Data extracted from a collection:
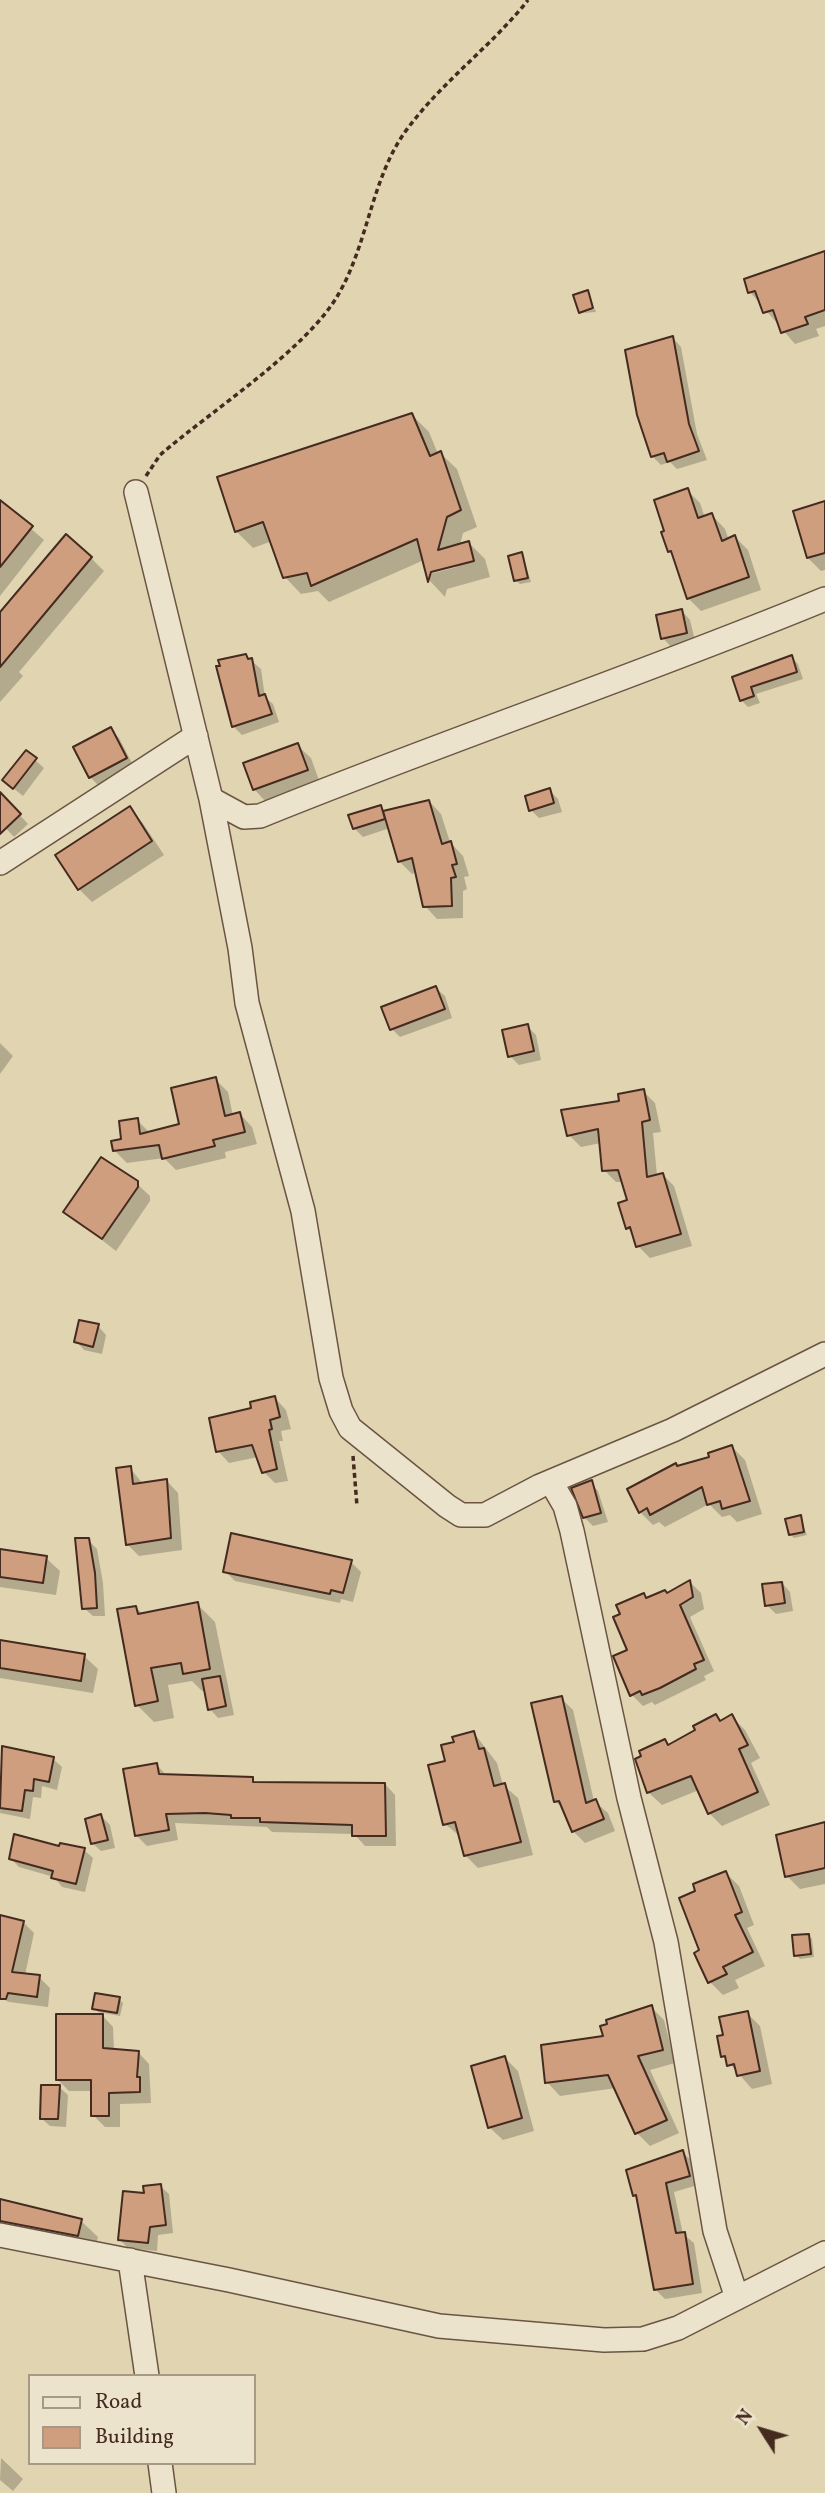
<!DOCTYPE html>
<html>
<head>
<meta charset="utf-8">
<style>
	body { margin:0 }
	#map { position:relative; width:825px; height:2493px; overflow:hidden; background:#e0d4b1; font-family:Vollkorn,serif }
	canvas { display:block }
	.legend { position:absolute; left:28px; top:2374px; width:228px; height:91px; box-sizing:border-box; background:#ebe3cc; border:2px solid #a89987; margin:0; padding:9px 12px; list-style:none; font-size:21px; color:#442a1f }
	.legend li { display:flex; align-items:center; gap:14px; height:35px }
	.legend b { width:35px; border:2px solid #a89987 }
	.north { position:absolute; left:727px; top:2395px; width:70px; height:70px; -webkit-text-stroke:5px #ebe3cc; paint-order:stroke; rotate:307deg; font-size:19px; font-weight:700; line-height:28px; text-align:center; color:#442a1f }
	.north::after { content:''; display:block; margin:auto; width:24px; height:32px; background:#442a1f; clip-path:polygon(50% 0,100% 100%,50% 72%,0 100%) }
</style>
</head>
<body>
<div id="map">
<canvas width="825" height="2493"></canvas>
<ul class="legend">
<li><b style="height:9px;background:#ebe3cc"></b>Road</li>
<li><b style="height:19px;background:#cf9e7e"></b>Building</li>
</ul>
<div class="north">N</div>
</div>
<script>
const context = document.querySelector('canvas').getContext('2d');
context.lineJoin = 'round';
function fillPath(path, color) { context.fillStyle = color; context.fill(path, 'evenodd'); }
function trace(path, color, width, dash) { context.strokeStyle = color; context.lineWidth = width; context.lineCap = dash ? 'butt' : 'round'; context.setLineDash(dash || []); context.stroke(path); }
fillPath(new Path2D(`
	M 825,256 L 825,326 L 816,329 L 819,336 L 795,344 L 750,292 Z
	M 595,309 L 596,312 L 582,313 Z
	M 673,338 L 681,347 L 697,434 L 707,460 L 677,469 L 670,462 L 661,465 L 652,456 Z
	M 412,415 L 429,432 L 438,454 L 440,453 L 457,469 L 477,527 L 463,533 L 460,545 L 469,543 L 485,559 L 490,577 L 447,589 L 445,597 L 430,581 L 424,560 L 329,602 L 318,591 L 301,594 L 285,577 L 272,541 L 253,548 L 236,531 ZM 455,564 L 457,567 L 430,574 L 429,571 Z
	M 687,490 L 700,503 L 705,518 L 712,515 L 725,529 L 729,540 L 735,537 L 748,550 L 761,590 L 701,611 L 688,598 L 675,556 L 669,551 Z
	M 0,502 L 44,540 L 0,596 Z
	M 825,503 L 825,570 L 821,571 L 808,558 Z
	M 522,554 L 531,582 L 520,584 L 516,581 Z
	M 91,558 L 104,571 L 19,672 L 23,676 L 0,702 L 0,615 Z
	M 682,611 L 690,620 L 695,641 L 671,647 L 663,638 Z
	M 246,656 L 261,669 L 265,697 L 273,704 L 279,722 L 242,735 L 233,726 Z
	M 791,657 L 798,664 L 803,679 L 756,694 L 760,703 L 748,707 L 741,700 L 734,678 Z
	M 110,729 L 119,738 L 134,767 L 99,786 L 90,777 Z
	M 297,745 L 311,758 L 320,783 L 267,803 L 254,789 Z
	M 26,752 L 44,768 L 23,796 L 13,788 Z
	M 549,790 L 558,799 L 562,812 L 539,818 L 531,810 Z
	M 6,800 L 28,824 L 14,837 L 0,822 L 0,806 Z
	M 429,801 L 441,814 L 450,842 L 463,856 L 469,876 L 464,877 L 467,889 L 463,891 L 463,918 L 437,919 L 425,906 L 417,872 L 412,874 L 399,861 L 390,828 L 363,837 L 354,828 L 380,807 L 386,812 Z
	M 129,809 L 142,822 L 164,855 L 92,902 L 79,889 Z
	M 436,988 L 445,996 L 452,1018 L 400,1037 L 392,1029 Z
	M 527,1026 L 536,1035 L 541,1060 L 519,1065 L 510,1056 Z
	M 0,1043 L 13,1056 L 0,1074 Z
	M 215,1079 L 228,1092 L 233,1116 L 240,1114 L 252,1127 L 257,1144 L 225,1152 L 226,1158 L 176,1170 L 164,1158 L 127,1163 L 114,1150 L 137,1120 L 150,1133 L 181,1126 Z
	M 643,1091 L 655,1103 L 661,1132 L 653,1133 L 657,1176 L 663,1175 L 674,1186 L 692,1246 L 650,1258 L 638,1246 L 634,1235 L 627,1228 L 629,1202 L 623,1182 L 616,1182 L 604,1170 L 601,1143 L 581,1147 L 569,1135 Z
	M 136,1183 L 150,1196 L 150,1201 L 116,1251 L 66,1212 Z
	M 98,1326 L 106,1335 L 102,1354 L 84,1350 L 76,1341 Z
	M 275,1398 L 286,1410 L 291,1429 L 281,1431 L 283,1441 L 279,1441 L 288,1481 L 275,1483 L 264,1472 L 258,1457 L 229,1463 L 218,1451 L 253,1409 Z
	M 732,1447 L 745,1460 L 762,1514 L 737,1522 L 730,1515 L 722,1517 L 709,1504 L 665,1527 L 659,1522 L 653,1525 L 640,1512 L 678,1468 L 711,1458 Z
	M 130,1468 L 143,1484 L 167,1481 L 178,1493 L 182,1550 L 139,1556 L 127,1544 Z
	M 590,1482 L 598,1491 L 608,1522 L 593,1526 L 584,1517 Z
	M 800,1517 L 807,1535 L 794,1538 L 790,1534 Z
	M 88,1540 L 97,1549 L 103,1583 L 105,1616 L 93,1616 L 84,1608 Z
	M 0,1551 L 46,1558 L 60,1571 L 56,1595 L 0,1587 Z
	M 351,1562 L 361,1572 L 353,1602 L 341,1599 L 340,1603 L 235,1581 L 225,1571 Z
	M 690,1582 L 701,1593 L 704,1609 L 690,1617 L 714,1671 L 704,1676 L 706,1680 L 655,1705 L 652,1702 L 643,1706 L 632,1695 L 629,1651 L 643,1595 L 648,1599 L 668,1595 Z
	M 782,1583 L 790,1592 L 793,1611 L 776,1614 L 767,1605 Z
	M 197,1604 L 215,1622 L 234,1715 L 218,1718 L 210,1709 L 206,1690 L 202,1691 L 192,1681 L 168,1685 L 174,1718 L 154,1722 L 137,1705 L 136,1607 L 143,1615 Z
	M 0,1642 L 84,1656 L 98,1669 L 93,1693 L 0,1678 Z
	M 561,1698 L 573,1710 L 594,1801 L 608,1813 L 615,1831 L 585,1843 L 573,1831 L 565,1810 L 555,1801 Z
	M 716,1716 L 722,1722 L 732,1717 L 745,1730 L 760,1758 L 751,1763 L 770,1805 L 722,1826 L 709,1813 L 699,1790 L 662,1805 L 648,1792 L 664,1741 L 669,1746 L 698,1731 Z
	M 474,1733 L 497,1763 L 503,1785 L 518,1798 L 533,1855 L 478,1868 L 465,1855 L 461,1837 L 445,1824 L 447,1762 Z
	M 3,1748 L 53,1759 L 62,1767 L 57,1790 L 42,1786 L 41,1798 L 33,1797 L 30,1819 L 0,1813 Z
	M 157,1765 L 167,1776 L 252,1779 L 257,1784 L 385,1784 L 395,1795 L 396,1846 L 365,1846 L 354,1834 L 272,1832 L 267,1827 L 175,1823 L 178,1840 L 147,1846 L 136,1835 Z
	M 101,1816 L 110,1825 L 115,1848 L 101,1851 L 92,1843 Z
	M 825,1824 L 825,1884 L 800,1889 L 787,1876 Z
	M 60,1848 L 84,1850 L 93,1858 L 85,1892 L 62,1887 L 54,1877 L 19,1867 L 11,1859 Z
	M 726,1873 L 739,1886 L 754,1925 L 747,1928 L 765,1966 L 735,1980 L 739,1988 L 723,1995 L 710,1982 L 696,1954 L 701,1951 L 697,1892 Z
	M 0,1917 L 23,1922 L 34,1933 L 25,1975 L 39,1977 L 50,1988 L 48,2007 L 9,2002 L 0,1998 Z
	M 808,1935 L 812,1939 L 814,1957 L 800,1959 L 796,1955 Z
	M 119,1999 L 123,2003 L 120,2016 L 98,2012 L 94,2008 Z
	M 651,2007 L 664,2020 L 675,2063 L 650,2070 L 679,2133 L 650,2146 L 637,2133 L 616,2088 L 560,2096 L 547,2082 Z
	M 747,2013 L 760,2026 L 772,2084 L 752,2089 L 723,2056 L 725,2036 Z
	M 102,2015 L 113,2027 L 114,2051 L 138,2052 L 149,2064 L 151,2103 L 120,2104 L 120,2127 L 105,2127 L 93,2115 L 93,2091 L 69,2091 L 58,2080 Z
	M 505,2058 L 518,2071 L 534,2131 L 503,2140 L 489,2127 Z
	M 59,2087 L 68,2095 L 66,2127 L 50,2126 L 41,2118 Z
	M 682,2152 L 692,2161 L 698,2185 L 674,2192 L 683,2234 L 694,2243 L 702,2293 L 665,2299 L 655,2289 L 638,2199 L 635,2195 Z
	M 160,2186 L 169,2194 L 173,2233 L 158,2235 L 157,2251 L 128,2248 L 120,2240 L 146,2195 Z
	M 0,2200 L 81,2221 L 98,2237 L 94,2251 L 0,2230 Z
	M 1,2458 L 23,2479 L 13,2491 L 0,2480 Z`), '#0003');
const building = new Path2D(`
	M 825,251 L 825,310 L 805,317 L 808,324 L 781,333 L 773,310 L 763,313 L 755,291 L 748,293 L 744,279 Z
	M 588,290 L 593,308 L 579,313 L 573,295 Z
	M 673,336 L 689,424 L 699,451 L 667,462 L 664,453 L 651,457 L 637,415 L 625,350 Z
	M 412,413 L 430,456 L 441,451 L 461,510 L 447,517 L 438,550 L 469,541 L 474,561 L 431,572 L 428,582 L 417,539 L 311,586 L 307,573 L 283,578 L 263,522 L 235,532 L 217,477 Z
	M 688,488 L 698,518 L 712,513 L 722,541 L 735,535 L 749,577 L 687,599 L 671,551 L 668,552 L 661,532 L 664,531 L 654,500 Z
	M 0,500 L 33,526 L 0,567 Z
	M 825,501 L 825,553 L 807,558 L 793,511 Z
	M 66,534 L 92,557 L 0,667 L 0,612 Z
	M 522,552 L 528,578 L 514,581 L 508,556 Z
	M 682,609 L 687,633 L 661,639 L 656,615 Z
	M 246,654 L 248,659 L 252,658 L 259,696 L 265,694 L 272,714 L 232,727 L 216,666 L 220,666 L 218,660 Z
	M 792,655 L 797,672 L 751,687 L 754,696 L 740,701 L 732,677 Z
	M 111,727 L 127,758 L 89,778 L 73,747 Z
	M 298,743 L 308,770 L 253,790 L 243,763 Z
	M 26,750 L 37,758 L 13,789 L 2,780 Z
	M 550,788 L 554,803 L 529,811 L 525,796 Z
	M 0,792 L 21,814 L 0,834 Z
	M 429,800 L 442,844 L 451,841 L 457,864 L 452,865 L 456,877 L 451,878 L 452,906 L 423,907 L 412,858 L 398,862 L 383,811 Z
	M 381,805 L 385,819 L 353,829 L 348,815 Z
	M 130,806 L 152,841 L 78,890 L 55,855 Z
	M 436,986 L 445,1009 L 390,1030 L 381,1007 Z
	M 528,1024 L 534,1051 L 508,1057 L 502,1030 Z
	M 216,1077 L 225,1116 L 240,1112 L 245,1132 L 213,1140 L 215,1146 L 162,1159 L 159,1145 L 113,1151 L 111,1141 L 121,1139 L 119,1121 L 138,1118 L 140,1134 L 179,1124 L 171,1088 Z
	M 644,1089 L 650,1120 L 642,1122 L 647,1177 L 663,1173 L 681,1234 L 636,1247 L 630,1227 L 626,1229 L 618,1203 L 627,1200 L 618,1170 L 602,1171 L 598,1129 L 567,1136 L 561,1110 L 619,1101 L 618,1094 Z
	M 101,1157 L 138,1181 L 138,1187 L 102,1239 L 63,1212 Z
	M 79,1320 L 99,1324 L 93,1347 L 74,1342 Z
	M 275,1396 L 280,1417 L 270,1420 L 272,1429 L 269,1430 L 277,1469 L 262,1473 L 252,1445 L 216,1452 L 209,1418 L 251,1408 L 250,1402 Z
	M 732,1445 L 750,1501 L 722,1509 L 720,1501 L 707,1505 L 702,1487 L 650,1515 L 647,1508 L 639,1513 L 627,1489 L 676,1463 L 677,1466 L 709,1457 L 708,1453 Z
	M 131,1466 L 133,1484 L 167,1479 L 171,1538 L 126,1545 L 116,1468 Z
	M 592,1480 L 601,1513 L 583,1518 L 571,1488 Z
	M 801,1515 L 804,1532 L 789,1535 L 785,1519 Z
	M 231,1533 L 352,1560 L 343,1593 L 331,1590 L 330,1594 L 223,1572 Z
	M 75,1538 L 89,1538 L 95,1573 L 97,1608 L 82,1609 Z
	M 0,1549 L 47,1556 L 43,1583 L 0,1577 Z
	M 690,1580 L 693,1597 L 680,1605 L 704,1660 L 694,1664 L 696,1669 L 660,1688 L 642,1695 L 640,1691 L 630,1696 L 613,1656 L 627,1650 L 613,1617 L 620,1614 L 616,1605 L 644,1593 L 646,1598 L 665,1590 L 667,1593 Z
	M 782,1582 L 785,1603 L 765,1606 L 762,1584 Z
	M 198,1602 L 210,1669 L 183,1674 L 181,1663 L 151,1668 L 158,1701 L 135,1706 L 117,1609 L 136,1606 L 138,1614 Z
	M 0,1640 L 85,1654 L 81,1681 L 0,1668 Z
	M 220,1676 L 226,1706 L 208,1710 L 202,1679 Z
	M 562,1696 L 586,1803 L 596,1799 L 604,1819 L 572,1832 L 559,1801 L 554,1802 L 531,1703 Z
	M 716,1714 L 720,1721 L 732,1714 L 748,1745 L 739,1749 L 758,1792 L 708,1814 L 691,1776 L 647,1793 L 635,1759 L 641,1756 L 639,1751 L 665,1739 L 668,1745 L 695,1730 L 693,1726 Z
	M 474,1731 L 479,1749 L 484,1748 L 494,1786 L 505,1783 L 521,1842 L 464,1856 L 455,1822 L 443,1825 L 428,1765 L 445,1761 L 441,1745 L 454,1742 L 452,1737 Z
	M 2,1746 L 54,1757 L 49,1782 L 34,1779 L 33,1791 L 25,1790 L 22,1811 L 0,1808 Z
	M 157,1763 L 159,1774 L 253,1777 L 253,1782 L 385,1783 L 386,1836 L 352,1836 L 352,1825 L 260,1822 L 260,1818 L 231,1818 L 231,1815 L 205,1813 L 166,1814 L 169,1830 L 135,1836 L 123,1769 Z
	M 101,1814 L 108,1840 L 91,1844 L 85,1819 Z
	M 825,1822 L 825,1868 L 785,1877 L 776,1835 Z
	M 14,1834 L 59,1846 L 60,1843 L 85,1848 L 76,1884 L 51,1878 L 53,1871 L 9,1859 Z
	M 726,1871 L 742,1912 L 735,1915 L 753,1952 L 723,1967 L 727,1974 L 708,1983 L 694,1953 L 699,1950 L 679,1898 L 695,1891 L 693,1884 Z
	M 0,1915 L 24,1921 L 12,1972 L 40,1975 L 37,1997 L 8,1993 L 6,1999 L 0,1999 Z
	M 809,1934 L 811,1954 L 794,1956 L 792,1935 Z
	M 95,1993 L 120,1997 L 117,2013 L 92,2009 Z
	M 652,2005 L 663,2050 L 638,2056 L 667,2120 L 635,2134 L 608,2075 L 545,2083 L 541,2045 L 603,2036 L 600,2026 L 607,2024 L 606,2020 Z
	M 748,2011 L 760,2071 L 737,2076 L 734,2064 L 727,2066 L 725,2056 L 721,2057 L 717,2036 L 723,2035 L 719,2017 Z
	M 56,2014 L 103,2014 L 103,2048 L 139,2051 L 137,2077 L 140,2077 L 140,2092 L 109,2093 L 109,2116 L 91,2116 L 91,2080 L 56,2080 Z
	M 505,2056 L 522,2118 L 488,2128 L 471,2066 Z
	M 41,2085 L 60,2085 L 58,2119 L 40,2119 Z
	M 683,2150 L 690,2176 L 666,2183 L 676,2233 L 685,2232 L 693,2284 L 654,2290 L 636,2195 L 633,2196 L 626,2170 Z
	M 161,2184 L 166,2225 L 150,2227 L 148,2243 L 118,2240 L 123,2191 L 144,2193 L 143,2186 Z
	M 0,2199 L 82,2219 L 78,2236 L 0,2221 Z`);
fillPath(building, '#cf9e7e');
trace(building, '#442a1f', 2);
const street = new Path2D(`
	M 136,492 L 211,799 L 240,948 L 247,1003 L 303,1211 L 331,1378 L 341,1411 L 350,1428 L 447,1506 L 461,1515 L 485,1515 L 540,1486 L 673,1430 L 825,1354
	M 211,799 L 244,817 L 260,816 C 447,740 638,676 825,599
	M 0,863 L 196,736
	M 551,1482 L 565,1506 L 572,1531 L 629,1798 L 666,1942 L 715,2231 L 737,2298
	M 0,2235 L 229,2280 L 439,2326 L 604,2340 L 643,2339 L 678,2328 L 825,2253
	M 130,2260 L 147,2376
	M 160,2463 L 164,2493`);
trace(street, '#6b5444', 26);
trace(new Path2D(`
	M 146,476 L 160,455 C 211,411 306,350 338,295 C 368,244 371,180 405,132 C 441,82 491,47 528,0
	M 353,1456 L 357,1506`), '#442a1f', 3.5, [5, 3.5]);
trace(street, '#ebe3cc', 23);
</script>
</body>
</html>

### Exercise requirements
Whenever "canvas" occurs in a line above, copy that line.

### Written solution
	canvas { display:block }
<canvas width="825" height="2493"></canvas>
const context = document.querySelector('canvas').getContext('2d');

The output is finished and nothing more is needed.